When she’d go on dating apps, she said she came away at times feeling rejection and discrimination when she disclosed her disabilities. In the fall of 2022, she and her sister, Alexa Child, created Dateability, which they say now has about 20,000 users, including a presence in metro Atlanta.
“I’m so proud of myself. Not for finding a boyfriend, because frankly, I haven’t found that, but for finding a purpose,” she told attendees.
The recent awards ceremony, held before a crowd of about 200 people in the ballroom of the Cobb Energy Performing Arts Centre, was organized by Synergies Work, a local nonprofit that connects company founders who have disabilities with resources, mentors and other help.
The organization’s founder, Aarti Sahgal, was mentioned in an Atlanta Journal-Constitution story last year about one of her sons, who has Down syndrome and made his first successful cold call as an entrepreneur.
Winners of the second annual EDDIE awards, short for Entrepreneurs Dedicated to Diverse and Inclusive Excellence, were selected by a panel of judges and went to people regardless of whether they had worked with Synergies Work. Sahgal told the Cobb audience that the awards are designed to go to people who are audacious and bold, who are “not scared of breaking down doors, actually, demolishing doors.”
Silberstein won the grand prize for Entrepreneur of the Year, which came with $10,000. Child won the newcomer award.

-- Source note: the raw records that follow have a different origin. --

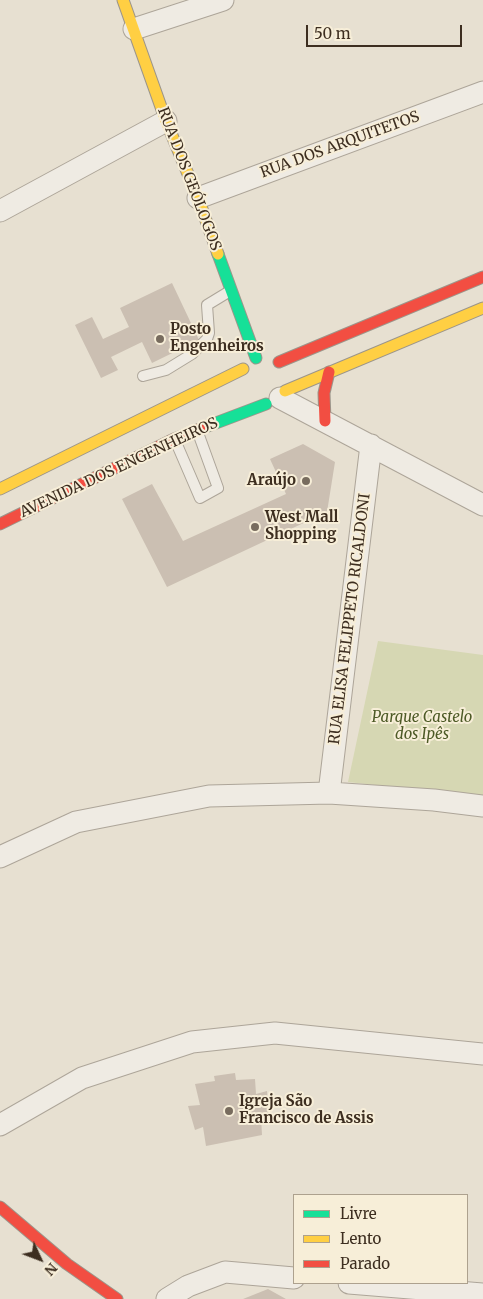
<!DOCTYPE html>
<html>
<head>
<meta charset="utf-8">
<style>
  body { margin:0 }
  #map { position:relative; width:483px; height:1299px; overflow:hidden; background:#e7e0d1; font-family:Merriweather,serif }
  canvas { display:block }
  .legend { position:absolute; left:293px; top:1194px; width:175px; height:90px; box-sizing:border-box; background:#f7eed8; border:1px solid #ada18e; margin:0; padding:6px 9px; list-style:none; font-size:15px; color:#3d2e20 }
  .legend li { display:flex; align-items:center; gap:10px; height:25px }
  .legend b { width:25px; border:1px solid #ada18e }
  .north { position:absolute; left:15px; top:1234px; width:50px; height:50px; -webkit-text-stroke:4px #f7eed8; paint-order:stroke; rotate:133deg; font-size:14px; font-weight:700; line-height:20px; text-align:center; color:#3d2e20 }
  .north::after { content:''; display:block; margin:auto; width:18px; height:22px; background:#3d2e20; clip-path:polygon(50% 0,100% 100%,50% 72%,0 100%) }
  .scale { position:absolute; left:306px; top:25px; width:156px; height:22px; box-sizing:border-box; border:2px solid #3d2e20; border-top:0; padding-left:6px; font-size:15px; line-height:18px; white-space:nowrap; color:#3d2e20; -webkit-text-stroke:4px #f7eed8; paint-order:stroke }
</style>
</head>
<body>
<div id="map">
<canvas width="483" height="1299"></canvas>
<ul class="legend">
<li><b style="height:6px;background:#16e098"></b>Livre</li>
<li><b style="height:6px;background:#ffcf43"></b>Lento</li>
<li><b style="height:6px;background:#f24e42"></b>Parado</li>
</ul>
<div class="north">N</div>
<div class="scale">50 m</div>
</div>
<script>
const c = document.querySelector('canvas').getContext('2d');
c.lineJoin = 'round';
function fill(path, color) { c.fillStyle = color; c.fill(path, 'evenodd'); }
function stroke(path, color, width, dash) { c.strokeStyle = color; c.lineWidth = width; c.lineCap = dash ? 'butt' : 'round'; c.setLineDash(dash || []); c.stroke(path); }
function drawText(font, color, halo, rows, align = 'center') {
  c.font = font + ' Merriweather,serif'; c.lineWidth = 4; c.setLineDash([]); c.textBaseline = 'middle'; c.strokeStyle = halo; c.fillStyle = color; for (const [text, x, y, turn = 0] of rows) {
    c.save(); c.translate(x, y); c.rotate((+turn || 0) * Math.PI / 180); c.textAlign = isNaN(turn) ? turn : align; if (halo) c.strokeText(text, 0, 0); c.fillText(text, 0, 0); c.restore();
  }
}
fill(new Path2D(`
  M378 641 483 655V797L348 782Z`), '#d6d7b3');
fill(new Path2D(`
  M172 283 199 340 152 363 142 342 111 357 118 370 101 378 75 325 92 317 103 339 129 327 120 308Z
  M303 444 335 462 327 512 167 587 122 499 152 484 183 541 286 494 270 459Z
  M235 1073 236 1080 255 1079 256 1094 267 1091 269 1119 261 1117 262 1135 206 1146 203 1127 195 1130 188 1106 200 1105 195 1084 215 1081 214 1076Z
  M268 1289 286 1299H243Z`), '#cbbfb2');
const lane = new Path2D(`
  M143 376 166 370 192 354 207 339 209 333 207 305 230 291
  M175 440 200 498 218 488 197 430`);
const street = new Path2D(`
  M134 29 223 0
  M198 198 483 92
  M0 211 166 121
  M280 398 483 505
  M329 793 371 445
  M0 857 76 822 209 796 329 793 434 800 483 806
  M0 1125 82 1078 192 1042 275 1033 483 1054
  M349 1283 483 1294
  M167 1299 188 1286 225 1272 294 1278`);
const fast = new Path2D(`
  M218 254 256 358
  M200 429 266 404`);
const slow = new Path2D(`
  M123 0 166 121 198 198 218 254
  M285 391 483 308
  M0 489 243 369`);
const jam = new Path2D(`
  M279 362 483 277
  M325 421 324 393 329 372
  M0 524 174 439 200 429
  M0 1207 67 1264 117 1299`);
stroke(lane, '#ada599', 12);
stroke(street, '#ada599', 23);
stroke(fast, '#9c958a', 13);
stroke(slow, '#9c958a', 13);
stroke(jam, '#9c958a', 13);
stroke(lane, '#efebe3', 10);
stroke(street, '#efebe3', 21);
stroke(fast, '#16e098', 11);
stroke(slow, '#ffcf43', 11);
stroke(jam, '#f24e42', 11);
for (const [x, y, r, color] of [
  [160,339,5,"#786c5e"],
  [306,481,5,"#786c5e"],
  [255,527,5,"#786c5e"],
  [229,1111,5,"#786c5e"]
]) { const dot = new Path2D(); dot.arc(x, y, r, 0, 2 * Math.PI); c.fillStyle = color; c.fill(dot); stroke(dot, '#f7eed8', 2); }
drawText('15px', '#3d2e20', '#f7eed8', [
  ["RUA DOS ARQUITETOS",340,145,-20],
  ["RUA DOS GEÓLOGOS",189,179,69],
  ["AVENIDA DOS ENGENHEIROS",119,468,-25],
  ["RUA ELISA FELIPPETO RICALDONI",350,619,-83]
]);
drawText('bold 15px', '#3d2e20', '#f7eed8', [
  ["Posto",170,330],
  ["Engenheiros",170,347],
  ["Araújo",296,481,"right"],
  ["West Mall",265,518],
  ["Shopping",265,535],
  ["Igreja São",239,1102],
  ["Francisco de Assis",239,1119]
], 'left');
drawText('italic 15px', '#4d5a26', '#f7eed8', [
  ["Parque Castelo",422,718],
  ["dos Ipês",422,735]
]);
</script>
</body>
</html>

The event included an array of performers, presenters and award finalists with disabilities. Dan Parker of Columbus, a former drag racer permanently blinded in an accident, has since set a world record for driving blindfolded (211.043 mph) and now crafts handmade pens. Derek Heard, a graphic artist from Albany, said his business, Derek’s Doodles, “makes my voice powerful.” He won an award for creativity.
Credit: Robin Rayne /
Credit: Robin Rayne /
Brett Swanson, a 26-year-old who has autism and epilepsy, is one of the founders of a metro Atlanta nonprofit, Three Basketeers, that produces gift baskets. There’s just enough work to keep him busy for a day or two a week, but his mom, Sue Swanson, is hoping it will grow into more of a full-time effort.

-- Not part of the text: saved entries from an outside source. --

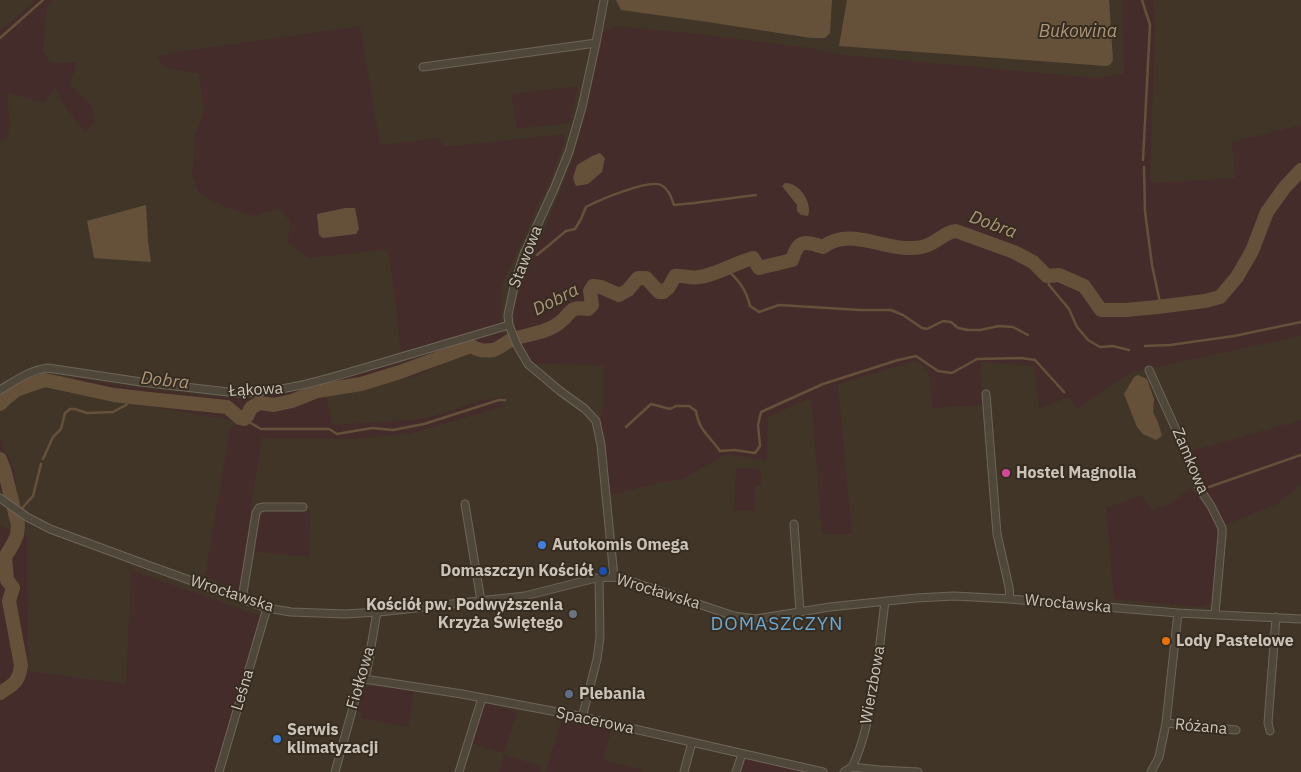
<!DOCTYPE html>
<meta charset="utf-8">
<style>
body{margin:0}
canvas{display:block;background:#413527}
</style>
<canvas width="1301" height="772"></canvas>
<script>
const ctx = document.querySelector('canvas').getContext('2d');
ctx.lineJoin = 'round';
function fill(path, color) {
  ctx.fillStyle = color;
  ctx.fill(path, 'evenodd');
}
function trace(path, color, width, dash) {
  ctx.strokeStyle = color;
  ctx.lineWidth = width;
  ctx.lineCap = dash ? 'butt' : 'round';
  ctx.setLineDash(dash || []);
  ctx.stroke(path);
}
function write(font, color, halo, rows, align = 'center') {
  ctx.font = font + ' "IBM Plex Sans",sans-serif';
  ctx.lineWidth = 4;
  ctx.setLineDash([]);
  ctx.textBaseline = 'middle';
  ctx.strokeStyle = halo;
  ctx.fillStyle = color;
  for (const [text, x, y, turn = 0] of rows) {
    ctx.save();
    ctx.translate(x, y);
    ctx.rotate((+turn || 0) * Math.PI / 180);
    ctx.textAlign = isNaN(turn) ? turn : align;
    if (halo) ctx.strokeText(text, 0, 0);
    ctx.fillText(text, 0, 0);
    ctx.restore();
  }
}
fill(new Path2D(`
 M36 0H54L47 7 43 52 51 63 77 62 70 84 92 106 95 122 85 133 62 102 55 87 45 103 7 93 10 126 7 140 0 141V30Z
 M1122 0H1153L1155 28 1150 177 1153 183 1235 178 1232 142 1301 125V168H1296L1284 181 1265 211 1251 248 1240 267 1224 287 1213 297 1183 303 1184 307 1206 304 1221 299 1229 291 1239 277 1254 252 1269 212 1286 190 1301 173V336L1133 372 1111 385 1077 409 1068 397 1039 409 1034 366 980 362 983 405 933 408 928 371 915 361 838 384 852 534H822L811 398 768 417 767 461 726 454 683 479 659 483 611 495 599 423 603 407V365L533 364C522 343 512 331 514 305L573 159 589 103 602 33 615 26 699 34 809 48 846 55 1096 78 1124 74ZM785 190 808 202 810 211 808 216 797 212V205Z
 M360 26 380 145 438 138 444 146H452L564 134V144L547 187 502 284 501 326 445 339 401 352 394 292 388 249 366 252 308 258 288 242 290 221 279 209 253 216 225 207 199 194 192 175 195 136 204 112 199 74 163 67 157 56 176 52Z
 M578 86 570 123 517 129 511 94Z
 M498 332 509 334 511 338 512 347 497 355H480L468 352 416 376 326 396 332 425 422 419 441 414 459 407 482 400 505 397 502 407 408 434 349 439 262 438 252 500 240 591 205 577 230 428 248 420 232 421 66 391 76 377 98 382 150 389 227 398H253L287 393 323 384 403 362 465 341Z
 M1301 420V484L1277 504 1225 525 1205 488 1191 451Z
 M0 438 3 448 14 467 16 488 17 491 16 503 0 490Z
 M736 468 761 469V486H755L754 511 734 510Z
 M1191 488 1212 514 1219 537 1213 603 1202 607 1114 599 1106 508 1141 495 1151 509 1169 504Z
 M266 511 311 512 309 557 255 552C256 540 255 519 266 511Z
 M0 526 27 535 28 671 126 684 131 570 261 616 238 697 215 772H0Z
 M369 686 414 690 408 727 360 718 362 713 356 712 362 690Z
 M488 704 517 711 504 753 472 744 476 725 484 706Z
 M562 717 612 728 603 760 642 770V772H549L546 771Z
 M504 755 542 766 540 772H499Z
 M745 757 813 772H740Z`), '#442c2b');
fill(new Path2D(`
 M616 0H832L830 33 825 38H811L701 21 621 10Z
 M847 0H1109L1113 60 1110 65 1106 66 839 46Z
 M600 153 605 158 602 172 588 184 576 186 573 178 577 165 592 156Z
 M785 183C799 182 813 203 808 216L801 215 797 211V205L785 190 782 186Z
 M146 205 148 241 151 262 94 258 87 221Z
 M345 208H355L359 229 356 234 323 238 319 235 317 214Z
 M1138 375 1147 379 1154 399 1153 412 1158 422 1162 436 1156 440 1143 434 1137 427 1124 394 1134 377Z`), '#655139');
trace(new Path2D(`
 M1142 0 1150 25 1143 160
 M0 38 43 0
 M1144 167 1145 211 1152 265 1161 307
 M537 255 566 231 575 229 581 219 586 207C599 200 649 179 661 185 669 189 671 197 674 205L694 203 756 195
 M725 268C738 279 746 289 750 306L759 312 779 305 860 310H891L903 315 922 328 927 329 943 321 951 322 958 328 968 330H980L999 326 1013 327 1028 335
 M1047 276 1049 285 1069 309 1077 327 1088 340 1100 347 1113 346 1129 350
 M1145 346 1170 345 1234 336 1301 322
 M244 419 261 429H329L337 434 372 428 393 430 424 424 499 400H505
 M626 427 651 404 670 409 676 406H689L696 411C699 431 709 435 720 451L734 450 755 453 760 446 758 425 761 412 823 384 898 360 916 356 938 371 952 373 977 359 1021 358 1035 360 1064 392
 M43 459 53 437 61 429 65 413 70 409H75L87 413 113 412 126 405 131 397
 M1209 487 1301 455
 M16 515 33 496 41 464
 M852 772 853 771`), '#655139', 2.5);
trace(new Path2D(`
 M0 404 5 399 16 390 45 380 114 395 149 399 227 407 240 418 244 419 247 416 251 408 259 403 274 405 292 401 317 391 361 384 400 372 471 346C479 351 484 351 493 350 500 348 505 343 511 340 526 334 545 334 559 323 573 313 567 306 588 309L592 305 590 291 593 286 601 287 619 295 628 290 638 278H646L659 292H663L669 287 675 276C683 275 691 279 699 277 717 275 734 263 753 258L759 268 792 260C799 239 804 241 823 247 848 228 878 247 906 248 912 248 920 248 925 246 937 243 944 232 956 231L1014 252 1033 262 1047 276 1059 275 1084 286 1101 310H1126L1157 307 1205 301 1220 297 1237 277 1252 251 1267 212 1285 187 1301 170
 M0 459 4 469 18 525 17 535 13 544 5 557 7 580 13 588 9 601 21 665C19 682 14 684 0 693`), '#655139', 14);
const street = new Path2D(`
 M604 0 596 43 582 107 569 152 554 189 524 254 515 282 508 315 509 325 517 345 528 364 560 391 585 409 596 421 601 445 614 577
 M423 67 596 43
 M1149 370 1192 465 1199 488 1211 506 1222 528V535L1215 614
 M0 390C15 381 30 370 48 368L141 382 237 393C284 393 330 378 374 365 419 352 464 338 509 325
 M986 394 997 534 1009 587 1010 599
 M0 498 27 517 50 529 142 563 267 608 291 612 345 614 379 612 525 596 596 578 614 577 627 580 734 616 756 619 830 607 916 598 954 596 1010 599 1178 613 1301 619
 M465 504 481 601
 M794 524 800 612
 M242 599 256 513 259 508 264 507H303
 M364 679 462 694 573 715 823 772
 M582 718 597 659 600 637 599 578
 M1166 723 1236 730
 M1270 731 1268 723 1276 617
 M852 767C864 743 869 715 873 689 878 660 882 631 885 601
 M852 767 879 770 918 772
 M219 772 267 608
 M335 772 359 686 364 679 367 670 377 612
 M459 772 482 698
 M684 772 692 742
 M736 772 742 754
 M844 772 852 767
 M1151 772 1159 757 1166 723 1178 613`);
trace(street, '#6e6559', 9);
trace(street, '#50473b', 7);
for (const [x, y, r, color] of [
 [1006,473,5,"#d1479c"],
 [542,545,5,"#3f7fe0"],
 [603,571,5,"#1a4fb4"],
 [573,614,5,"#6b7280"],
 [1166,641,5,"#e8710a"],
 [569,694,5,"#5c6f8a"],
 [277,739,5,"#3f7fe0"]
]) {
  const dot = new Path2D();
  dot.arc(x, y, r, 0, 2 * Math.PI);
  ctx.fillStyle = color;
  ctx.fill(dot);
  trace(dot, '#362c20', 2);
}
write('16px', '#cbc3b8', '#362c20', [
 ["Stawowa",526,257,-69],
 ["Łąkowa",256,390,-3],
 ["Zamkowa",1190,461,67],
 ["Wrocławska",658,592,17],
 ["Wrocławska",232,594,18],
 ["Wrocławska",1068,604,5],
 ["Fiołkowa",361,678,-74],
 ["Wierzbowa",873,685,-80],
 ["Leśna",243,690,-73],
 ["Spacerowa",595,721,12],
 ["Różana",1201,727,5]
]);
write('bold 16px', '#cbc3b8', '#362c20', [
 ["Hostel Magnolia",1016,473],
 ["Autokomis Omega",552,545],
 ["Domaszczyn Kościół",593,571,"right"],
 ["Kościół pw. Podwyższenia",563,605,"right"],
 ["Krzyża Świętego",563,623,"right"],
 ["Lody Pastelowe",1176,641],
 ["Plebania",579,694],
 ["Serwis",287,730],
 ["klimatyzacji",287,748]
], 'left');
write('italic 18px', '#ac9579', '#362c20', [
 ["Bukowina",1078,32],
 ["Dobra",993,225,20],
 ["Dobra",556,300,-27],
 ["Dobra",165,381,6]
]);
ctx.letterSpacing = '1px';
write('19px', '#6aa9d3', '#362c20', [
 ["DOMASZCZYN",777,625]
]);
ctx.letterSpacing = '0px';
</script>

He raced through a prepared speech on stage after receiving an award for community champions, and then rushed off, his mom following behind. Back at the table his mom told him, “I’m so proud,” held his face in her hands and kissed him on the cheek.
When Ruby “Sunshine” Taylor took the stage after winning an award for social impact, she called out her parents, including her nearly 86-year-old mom who was in the audience. “This is for you, baby.”
Taylor started the Financial Joy School, a gaming and education platform to provide financial education. For years she had been a school social worker. Then she suffered a traumatic brain injury in a car accident. For a long time it left her unsure who her mother was. She was unable to smile or laugh. She couldn’t pick up a fork. She wanted to kill herself by jumping out of a high-up window of the building where she lived in the Bronx, she told a reporter. But her brain was so scrambled that she couldn’t figure out how to get to a higher floor.
Gradually, years of rehabilitation changed her outlook, as did financial and investment education she received from the parent of a former student. Now, her smile is infectious, and she wants to spread the word through her four-year-old business.
Because of her injuries, a therapist told her regular 9-to-5 jobs are no longer possible, the 46-year-old said. She takes naps, battles headaches and can focus on just one thing at a time or she forgets what she’s doing. “My short-term memory is trash.”
She has to hold herself to work no more than 30 hours a week and often less. The disability, she said, “has limited my speed, but it has not limited my heart.”